On His second entrance to the temple, the people spread their garments in the way. Here we see the dress question settled. It is put under Christ's feet. It seems to take the Second Blessing to properly adjust the dress question. Many a costly, showy, stylish garment comes off when the Savior comes in.
We are told that, as He entered, the people cut palm branches and spread them in the way. The palm branch has always been a symbol of victory. Here the soul begins its victorious march onward and upward. Isaiah says, "And thy mourning days shall be ended; sorrow and sighing shall flee away; and thy sun shall go down no more."
Thank God for a never-setting-sun experience which refuses to be discouraged! The hand drops the weeping willow which stands for defeats, failures, sorrow and sighing, and lays hold of the palm branch and waves it over Satan, sin, doubt and fear, and presses its way onward to another mountain peak. How can the soul be defeated with Christ reigning within?
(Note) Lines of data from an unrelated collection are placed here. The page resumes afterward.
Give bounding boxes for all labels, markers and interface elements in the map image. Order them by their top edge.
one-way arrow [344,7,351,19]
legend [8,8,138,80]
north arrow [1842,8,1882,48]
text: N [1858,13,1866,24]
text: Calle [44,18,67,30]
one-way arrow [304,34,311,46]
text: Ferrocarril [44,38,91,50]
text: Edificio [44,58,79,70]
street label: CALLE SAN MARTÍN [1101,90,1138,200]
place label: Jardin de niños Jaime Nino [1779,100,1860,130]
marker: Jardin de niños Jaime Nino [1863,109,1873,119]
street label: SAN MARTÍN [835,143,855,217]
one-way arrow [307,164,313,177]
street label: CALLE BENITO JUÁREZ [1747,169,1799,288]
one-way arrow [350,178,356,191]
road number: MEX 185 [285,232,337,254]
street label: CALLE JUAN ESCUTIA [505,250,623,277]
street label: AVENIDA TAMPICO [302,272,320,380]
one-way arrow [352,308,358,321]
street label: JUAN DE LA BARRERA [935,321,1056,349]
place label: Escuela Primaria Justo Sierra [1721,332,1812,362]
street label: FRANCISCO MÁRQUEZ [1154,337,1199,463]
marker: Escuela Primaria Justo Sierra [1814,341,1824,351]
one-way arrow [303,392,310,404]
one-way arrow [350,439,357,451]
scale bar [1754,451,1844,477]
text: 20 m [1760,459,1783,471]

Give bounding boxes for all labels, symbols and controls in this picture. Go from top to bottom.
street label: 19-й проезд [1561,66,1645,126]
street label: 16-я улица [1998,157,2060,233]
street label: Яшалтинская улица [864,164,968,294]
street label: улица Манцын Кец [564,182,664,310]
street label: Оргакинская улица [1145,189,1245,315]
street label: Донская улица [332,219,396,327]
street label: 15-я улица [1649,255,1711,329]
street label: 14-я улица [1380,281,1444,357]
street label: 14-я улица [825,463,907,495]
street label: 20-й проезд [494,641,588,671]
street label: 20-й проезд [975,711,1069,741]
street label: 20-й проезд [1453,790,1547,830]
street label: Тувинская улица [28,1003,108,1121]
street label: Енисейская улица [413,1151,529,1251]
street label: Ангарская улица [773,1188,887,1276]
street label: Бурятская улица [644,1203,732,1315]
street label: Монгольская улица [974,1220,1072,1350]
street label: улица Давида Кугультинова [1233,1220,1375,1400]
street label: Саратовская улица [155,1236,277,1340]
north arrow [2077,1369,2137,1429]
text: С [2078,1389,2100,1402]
Christ crowned within means constant victory over temptations. Just as a red-hot stove will throw off cold water and a live wire is its own protection, so Christ enthroned in the heart wards off the assaults of Satan and holds the soul steady and calm in the midst of conflict and fiery temptations. The beauty of being sanctified and cured to the core is that when Satan comes with evil suggestions and makes his appeal to the appetites, passions and affections, there is nothing on the inside that wants to respond.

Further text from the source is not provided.